== Stored data entries ==
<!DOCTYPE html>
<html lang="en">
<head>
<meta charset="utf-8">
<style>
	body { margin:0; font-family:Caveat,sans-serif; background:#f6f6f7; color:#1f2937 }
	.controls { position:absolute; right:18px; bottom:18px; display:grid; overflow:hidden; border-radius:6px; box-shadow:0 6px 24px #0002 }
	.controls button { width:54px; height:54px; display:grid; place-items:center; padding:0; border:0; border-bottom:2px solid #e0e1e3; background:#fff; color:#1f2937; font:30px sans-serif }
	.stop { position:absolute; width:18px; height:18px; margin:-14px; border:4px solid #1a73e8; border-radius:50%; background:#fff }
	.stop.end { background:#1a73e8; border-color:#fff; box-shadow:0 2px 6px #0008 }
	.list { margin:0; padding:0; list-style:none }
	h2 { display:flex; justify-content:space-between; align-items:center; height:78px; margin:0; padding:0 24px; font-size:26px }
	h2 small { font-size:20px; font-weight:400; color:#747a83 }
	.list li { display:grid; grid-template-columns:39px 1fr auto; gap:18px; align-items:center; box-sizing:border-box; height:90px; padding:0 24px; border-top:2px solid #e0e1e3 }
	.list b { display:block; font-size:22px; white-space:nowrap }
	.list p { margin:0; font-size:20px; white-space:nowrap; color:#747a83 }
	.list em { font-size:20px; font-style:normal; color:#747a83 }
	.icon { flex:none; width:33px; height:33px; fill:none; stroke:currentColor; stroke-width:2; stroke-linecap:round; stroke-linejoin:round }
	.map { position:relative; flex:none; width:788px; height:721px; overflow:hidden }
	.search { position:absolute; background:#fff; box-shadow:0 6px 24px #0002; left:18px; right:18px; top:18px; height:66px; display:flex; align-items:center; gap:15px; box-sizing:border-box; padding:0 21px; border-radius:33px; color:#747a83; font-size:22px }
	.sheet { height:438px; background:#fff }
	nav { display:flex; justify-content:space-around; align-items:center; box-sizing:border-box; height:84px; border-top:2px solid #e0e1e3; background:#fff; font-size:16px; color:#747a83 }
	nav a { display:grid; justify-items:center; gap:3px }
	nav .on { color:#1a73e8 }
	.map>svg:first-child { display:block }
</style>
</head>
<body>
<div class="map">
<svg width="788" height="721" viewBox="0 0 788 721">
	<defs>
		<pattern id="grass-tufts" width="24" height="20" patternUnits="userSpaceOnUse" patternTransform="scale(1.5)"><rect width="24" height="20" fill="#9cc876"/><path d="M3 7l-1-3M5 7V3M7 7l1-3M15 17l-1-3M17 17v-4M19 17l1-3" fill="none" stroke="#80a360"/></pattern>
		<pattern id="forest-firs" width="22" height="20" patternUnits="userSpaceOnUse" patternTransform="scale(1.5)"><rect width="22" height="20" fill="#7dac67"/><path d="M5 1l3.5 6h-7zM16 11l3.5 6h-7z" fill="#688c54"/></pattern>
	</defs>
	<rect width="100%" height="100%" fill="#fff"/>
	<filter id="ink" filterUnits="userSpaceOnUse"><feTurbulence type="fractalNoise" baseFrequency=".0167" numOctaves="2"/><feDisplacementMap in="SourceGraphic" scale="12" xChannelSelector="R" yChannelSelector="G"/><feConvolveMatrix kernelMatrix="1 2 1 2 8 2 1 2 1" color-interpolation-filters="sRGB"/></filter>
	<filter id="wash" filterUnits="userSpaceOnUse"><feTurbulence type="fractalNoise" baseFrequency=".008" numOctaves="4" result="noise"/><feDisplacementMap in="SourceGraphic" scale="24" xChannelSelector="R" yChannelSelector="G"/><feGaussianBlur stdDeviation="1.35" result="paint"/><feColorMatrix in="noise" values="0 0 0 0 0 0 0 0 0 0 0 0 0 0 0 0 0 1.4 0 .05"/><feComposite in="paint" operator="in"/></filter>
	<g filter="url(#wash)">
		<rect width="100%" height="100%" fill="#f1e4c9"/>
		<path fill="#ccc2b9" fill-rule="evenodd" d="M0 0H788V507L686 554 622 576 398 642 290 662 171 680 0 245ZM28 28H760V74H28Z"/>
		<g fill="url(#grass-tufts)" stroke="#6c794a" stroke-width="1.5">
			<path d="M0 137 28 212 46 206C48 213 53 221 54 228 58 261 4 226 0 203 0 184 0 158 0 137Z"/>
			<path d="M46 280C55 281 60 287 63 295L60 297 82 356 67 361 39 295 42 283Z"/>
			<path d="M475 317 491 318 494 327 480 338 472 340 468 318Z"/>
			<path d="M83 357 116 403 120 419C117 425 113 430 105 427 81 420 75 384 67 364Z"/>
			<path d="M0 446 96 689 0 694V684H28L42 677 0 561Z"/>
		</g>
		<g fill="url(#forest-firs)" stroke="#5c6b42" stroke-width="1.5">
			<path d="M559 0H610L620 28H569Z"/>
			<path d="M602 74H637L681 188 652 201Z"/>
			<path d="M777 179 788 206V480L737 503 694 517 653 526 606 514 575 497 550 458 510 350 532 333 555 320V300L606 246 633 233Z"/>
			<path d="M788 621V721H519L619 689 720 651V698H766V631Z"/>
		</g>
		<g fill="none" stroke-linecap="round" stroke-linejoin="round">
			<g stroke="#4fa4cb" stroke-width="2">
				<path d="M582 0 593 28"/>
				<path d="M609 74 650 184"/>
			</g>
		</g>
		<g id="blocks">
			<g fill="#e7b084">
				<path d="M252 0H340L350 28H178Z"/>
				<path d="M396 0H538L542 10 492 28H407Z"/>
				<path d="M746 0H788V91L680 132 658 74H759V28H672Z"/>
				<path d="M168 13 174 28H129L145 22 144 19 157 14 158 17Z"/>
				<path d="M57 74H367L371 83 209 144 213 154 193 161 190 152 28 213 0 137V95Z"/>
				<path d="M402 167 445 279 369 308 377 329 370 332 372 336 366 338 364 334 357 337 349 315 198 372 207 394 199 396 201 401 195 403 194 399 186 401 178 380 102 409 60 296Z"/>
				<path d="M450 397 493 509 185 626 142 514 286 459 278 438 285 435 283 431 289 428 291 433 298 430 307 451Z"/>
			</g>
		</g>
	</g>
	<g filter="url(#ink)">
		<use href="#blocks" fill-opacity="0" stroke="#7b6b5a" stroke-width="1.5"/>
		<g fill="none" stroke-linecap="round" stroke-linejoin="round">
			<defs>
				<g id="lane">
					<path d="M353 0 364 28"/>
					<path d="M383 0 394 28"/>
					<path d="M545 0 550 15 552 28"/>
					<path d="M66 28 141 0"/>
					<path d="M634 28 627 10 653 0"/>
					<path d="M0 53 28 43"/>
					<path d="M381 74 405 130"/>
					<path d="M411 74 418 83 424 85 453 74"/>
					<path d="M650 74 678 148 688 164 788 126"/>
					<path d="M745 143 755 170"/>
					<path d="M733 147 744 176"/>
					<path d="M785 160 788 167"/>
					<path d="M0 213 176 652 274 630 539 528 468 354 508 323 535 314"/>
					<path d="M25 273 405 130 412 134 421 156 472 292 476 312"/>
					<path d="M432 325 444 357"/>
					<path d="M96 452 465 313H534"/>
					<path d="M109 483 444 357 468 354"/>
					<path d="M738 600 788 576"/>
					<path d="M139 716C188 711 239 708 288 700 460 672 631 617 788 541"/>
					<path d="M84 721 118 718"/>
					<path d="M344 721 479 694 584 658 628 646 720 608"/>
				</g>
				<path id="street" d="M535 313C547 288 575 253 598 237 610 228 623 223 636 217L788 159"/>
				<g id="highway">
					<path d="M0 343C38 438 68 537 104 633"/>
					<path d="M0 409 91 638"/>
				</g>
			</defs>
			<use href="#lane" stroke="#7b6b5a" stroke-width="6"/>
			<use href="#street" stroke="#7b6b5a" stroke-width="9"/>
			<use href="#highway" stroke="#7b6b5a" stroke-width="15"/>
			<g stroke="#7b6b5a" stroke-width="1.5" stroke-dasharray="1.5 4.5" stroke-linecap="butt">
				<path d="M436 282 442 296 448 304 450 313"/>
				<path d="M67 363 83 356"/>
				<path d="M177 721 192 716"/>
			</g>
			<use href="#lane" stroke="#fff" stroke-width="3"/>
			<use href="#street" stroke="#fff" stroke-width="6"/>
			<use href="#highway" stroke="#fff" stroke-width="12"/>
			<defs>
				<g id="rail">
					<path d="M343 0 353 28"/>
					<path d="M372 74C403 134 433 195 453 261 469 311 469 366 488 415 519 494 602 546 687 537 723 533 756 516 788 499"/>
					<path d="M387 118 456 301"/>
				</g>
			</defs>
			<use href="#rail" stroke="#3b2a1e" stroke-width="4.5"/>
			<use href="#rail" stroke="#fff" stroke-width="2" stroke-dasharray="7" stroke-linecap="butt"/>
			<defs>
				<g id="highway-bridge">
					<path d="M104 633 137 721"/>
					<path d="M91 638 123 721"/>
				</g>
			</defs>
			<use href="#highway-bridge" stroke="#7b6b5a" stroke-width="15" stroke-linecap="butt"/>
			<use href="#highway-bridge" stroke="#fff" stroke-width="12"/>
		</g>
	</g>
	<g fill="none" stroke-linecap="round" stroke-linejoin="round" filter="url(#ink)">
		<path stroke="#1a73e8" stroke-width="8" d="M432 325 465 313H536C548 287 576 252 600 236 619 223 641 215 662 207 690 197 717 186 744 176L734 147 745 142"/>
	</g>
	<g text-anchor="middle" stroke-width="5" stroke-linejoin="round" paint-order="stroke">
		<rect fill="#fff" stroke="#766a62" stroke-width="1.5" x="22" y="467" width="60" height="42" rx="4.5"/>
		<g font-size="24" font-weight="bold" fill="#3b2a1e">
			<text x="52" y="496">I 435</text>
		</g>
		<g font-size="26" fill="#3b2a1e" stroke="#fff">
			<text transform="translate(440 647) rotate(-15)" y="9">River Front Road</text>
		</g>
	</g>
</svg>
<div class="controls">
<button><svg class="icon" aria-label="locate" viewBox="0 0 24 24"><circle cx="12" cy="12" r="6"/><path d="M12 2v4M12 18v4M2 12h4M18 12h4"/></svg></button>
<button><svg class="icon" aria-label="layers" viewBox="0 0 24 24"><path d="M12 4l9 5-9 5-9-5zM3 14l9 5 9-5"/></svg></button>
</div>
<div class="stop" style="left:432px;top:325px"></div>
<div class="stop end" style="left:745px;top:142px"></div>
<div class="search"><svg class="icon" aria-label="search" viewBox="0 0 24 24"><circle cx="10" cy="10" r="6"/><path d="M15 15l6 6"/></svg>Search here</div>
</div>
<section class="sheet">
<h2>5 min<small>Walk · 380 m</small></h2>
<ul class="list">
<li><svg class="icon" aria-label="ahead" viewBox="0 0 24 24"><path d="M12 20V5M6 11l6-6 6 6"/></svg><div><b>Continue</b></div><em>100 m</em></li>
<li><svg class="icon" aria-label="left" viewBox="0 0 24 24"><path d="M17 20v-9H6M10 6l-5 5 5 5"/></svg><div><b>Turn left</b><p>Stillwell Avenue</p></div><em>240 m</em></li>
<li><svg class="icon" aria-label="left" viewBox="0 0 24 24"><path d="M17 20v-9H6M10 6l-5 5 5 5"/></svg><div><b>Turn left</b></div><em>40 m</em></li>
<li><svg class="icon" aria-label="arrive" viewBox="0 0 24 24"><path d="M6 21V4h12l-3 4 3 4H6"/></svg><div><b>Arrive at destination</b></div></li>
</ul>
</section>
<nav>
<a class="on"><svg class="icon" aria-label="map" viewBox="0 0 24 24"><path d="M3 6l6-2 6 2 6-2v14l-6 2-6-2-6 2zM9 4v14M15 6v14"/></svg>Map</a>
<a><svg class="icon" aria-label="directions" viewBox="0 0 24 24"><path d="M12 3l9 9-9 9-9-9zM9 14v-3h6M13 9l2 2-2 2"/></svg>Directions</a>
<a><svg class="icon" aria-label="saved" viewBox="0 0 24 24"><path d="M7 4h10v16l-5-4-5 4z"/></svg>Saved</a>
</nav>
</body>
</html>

== Assignment ==
Look back at the data above. Transcribe exactly the lines starting at the line that contains "7l-1-3M5 7V3M7 7l1-3M15" and ending at the line that contains "0 0 0 0 1.4".

== Answer to the problem ==
		<pattern id="grass-tufts" width="24" height="20" patternUnits="userSpaceOnUse" patternTransform="scale(1.5)"><rect width="24" height="20" fill="#9cc876"/><path d="M3 7l-1-3M5 7V3M7 7l1-3M15 17l-1-3M17 17v-4M19 17l1-3" fill="none" stroke="#80a360"/></pattern>
		<pattern id="forest-firs" width="22" height="20" patternUnits="userSpaceOnUse" patternTransform="scale(1.5)"><rect width="22" height="20" fill="#7dac67"/><path d="M5 1l3.5 6h-7zM16 11l3.5 6h-7z" fill="#688c54"/></pattern>
	</defs>
	<rect width="100%" height="100%" fill="#fff"/>
	<filter id="ink" filterUnits="userSpaceOnUse"><feTurbulence type="fractalNoise" baseFrequency=".0167" numOctaves="2"/><feDisplacementMap in="SourceGraphic" scale="12" xChannelSelector="R" yChannelSelector="G"/><feConvolveMatrix kernelMatrix="1 2 1 2 8 2 1 2 1" color-interpolation-filters="sRGB"/></filter>
	<filter id="wash" filterUnits="userSpaceOnUse"><feTurbulence type="fractalNoise" baseFrequency=".008" numOctaves="4" result="noise"/><feDisplacementMap in="SourceGraphic" scale="24" xChannelSelector="R" yChannelSelector="G"/><feGaussianBlur stdDeviation="1.35" result="paint"/><feColorMatrix in="noise" values="0 0 0 0 0 0 0 0 0 0 0 0 0 0 0 0 0 1.4 0 .05"/><feComposite in="paint" operator="in"/></filter>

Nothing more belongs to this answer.